Ebell is vooral enthousiast over Perry.
Here is how Perry replied to Huntsman at the debate: "The idea that we'd put America's economy at jeopardy based on scientific theory that's not settled yet, to me is just nonsense. Just because you have a group of scientists that have stood up and said here is the fact'...Galileo got outvoted for a spell."
Perry's response was inarticulate, but he was getting at the two key points in the debate. First, there is nothing sacrosanct about scientific authority. The fact is that there is no scientific consensus about global warming; there is a political consensus among the scientific establishment, most of whom have no expertise in climate science, but many of whom do have strong political commitment to bigger government.

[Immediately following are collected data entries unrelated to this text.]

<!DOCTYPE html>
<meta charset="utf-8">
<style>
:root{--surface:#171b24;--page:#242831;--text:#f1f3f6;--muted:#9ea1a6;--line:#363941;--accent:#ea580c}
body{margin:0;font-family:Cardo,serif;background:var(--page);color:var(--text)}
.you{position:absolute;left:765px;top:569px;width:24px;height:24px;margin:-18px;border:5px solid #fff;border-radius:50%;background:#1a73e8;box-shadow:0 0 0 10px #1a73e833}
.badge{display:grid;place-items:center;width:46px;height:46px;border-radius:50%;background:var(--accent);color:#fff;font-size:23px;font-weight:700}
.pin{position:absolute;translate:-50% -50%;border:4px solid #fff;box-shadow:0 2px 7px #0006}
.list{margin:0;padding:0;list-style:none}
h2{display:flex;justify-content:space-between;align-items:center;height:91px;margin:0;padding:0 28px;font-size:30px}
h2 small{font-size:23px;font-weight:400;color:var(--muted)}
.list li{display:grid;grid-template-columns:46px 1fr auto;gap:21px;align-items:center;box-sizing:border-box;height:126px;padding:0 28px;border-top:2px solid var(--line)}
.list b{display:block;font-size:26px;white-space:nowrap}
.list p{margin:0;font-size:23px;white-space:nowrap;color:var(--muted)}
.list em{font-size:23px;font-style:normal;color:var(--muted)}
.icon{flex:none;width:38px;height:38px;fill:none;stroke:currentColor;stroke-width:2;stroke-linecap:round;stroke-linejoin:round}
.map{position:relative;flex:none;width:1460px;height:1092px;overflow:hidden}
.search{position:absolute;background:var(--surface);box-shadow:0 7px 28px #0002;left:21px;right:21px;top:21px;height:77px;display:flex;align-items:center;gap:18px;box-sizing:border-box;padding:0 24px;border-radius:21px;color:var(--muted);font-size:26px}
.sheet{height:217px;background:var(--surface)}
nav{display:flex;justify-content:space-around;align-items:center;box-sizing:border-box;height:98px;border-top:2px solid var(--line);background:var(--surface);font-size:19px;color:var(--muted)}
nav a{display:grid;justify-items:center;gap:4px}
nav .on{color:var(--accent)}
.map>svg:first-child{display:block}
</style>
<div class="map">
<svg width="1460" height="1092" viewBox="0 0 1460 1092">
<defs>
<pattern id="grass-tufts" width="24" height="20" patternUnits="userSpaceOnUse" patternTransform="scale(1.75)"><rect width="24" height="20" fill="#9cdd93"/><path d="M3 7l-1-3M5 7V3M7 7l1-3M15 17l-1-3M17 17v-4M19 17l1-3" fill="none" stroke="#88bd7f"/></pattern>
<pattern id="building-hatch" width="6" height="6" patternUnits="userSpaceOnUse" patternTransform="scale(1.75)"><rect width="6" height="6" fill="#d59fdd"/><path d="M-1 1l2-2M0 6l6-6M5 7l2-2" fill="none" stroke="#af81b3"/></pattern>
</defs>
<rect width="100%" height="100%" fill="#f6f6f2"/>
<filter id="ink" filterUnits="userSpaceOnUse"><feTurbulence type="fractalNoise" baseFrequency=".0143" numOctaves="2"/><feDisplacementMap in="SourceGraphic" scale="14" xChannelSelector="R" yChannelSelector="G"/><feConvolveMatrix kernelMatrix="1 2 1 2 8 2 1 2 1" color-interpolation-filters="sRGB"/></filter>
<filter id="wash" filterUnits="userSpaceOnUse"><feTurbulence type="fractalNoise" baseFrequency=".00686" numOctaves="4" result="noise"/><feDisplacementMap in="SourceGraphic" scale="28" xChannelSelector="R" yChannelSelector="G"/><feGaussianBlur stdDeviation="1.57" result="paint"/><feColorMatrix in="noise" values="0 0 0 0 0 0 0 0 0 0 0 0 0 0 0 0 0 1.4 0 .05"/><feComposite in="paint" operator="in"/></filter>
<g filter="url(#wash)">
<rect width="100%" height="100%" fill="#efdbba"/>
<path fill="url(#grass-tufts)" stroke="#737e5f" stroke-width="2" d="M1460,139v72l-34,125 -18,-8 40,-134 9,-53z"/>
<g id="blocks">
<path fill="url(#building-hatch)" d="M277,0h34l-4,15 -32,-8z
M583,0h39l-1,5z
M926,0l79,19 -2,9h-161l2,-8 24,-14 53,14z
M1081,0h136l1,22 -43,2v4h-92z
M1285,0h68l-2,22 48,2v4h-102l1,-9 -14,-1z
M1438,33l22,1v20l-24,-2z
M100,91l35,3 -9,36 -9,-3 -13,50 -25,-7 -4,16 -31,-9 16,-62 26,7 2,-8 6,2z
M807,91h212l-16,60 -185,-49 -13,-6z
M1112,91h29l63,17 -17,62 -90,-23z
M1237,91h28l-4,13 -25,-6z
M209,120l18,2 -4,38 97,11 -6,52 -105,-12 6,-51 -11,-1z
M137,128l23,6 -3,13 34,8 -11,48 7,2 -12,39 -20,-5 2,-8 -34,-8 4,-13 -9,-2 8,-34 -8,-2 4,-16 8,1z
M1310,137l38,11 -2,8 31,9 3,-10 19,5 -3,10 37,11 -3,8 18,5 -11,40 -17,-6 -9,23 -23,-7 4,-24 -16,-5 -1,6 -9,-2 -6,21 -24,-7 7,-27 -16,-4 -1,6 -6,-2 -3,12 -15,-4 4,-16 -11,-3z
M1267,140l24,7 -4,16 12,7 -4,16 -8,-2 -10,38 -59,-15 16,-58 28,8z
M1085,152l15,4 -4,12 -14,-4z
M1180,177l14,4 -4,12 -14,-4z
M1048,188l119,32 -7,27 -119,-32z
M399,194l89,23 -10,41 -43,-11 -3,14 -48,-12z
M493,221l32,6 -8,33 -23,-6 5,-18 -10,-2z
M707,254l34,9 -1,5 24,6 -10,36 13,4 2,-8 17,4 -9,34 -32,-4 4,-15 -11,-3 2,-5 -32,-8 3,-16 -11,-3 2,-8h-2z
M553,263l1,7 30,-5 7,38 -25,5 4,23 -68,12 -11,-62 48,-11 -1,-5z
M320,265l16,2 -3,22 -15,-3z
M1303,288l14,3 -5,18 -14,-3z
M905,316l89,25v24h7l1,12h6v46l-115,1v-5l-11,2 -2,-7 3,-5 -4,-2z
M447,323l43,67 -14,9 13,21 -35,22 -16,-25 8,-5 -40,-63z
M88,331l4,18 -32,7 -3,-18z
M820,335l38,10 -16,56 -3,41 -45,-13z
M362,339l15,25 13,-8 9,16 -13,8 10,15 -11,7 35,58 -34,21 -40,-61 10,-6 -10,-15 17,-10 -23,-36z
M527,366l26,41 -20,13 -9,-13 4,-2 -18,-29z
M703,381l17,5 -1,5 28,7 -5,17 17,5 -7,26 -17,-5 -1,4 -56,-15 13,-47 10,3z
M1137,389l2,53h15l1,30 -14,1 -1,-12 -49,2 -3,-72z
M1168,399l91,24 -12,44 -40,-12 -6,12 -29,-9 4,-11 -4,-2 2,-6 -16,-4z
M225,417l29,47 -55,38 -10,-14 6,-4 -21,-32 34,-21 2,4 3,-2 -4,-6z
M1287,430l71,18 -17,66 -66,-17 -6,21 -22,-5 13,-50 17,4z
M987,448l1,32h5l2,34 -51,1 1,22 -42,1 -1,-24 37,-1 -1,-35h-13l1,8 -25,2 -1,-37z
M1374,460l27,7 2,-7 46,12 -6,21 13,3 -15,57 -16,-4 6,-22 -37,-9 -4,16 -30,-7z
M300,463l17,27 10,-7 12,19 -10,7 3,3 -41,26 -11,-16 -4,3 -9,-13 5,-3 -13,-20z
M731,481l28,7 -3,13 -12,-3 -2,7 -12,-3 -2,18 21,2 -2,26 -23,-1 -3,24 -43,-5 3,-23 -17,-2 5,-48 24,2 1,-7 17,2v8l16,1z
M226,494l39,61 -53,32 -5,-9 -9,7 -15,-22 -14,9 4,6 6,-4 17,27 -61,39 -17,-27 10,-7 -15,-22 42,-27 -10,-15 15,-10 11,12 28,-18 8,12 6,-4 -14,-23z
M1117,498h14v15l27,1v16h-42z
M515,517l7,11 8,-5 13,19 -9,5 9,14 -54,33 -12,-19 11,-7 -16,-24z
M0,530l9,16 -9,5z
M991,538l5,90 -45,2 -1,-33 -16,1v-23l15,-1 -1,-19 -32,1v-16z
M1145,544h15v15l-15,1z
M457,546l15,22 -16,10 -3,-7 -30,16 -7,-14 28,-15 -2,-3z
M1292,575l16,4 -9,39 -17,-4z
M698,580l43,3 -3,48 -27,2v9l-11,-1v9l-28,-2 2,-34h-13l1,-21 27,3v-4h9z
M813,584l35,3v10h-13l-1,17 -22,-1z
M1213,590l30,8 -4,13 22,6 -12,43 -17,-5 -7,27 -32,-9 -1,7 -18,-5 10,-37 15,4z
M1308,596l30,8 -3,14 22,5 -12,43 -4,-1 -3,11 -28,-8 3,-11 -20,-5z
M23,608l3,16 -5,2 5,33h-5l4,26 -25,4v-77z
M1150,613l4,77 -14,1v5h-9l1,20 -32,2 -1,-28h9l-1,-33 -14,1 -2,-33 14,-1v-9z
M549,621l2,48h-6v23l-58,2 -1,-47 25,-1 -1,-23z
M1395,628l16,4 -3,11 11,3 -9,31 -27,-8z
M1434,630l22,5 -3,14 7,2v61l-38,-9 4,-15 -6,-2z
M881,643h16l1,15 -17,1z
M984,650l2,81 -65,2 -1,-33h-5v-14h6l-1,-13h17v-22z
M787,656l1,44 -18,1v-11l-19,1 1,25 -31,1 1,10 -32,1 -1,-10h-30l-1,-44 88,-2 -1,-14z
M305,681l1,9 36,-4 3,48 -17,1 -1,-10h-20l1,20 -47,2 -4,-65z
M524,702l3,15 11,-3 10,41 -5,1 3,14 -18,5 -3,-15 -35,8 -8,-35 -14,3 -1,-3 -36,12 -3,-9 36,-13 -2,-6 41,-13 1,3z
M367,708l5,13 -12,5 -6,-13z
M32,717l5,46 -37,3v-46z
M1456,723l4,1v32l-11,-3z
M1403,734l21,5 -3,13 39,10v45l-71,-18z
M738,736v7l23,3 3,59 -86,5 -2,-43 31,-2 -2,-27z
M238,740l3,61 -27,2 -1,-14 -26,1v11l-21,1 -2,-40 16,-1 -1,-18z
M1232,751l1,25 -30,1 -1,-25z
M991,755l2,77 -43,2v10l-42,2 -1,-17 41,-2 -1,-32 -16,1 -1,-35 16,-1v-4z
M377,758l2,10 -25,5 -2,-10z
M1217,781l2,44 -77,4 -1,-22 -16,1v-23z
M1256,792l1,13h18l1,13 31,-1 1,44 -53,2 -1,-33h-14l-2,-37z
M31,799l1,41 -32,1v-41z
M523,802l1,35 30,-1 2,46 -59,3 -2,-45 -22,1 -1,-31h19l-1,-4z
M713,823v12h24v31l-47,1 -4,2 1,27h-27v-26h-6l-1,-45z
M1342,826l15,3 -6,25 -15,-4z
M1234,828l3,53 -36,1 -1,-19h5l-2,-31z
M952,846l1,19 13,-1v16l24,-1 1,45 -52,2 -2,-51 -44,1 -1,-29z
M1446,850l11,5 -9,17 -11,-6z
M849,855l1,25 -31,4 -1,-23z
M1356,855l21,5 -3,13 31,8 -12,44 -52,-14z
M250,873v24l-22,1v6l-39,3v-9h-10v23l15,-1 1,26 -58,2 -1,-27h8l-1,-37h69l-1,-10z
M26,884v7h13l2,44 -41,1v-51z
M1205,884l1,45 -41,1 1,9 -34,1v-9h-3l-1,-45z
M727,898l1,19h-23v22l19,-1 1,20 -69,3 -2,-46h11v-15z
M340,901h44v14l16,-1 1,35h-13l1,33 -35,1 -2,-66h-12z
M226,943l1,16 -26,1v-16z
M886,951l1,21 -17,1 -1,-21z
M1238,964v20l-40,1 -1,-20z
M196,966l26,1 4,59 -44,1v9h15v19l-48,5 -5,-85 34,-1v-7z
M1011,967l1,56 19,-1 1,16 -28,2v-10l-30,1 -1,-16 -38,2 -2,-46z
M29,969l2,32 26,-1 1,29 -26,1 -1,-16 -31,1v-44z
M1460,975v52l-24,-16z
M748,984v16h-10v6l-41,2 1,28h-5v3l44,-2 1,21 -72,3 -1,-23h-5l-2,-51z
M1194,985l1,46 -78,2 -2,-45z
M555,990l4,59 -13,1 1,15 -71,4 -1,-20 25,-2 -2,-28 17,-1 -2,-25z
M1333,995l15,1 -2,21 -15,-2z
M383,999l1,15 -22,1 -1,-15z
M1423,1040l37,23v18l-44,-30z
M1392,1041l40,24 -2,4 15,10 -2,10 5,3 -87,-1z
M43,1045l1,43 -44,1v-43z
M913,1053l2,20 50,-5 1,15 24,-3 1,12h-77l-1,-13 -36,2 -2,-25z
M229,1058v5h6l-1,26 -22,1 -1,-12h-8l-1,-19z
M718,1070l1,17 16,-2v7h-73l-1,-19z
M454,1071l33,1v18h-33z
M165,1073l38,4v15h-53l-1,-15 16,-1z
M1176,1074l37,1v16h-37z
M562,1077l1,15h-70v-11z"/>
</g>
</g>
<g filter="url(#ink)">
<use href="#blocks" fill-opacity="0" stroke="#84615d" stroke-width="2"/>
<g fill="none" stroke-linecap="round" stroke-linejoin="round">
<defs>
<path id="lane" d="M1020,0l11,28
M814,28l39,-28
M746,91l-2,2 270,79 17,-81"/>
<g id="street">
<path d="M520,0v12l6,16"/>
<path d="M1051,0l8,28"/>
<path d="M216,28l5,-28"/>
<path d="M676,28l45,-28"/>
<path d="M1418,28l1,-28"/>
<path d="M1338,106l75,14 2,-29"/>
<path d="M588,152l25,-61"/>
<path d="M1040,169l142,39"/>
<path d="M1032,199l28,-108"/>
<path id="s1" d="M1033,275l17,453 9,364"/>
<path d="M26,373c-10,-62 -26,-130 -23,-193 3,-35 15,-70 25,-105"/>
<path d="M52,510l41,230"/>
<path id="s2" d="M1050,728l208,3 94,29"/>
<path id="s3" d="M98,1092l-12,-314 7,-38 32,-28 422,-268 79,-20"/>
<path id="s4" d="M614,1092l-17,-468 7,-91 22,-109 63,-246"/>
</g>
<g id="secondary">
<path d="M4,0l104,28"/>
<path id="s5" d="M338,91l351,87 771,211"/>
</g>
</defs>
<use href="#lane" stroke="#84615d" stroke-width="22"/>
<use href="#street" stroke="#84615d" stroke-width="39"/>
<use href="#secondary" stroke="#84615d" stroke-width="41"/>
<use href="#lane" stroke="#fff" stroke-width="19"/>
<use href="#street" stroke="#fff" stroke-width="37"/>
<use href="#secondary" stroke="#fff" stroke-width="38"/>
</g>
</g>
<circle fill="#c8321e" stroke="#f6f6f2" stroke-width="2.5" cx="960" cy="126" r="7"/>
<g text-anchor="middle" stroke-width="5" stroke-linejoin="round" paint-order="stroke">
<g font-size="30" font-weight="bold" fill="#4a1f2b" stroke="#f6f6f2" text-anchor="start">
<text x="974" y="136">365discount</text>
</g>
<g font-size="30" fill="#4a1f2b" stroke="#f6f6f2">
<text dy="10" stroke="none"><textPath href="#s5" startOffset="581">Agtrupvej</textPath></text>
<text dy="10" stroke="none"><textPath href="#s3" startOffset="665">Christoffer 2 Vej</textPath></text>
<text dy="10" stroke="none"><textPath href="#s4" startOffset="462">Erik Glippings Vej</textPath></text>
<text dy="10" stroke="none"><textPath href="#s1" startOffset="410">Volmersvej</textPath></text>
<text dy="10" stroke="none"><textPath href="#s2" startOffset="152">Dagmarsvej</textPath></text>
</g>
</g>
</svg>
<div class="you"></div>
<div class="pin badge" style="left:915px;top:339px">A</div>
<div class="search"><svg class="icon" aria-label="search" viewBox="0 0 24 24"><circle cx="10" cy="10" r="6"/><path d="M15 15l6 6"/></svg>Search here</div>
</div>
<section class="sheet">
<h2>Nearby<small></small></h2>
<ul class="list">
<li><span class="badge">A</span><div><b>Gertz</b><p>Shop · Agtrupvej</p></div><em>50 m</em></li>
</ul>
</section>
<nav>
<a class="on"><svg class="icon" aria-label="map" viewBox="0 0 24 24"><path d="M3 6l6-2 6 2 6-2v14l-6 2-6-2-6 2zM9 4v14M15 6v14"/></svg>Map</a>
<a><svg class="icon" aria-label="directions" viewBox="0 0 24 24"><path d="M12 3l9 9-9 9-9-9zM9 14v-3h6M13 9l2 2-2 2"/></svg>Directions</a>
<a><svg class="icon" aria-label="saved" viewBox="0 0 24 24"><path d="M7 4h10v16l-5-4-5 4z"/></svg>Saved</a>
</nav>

Second, it is irresponsible and foolish to commit to policies that will cost people trillions of dollars on the basis that you can trust scientists. People in authority are of course often trustworthy, but the prudent course is to assume that they are not. President Reagan's motto for dealing with the Soviet leaders is more generally appropriate: "Trust, but verify." One of the most obvious characteristics of many of the leading scientists who are promoting global warming alarmism is their unwavering resistance to all attempts to verify their conclusions.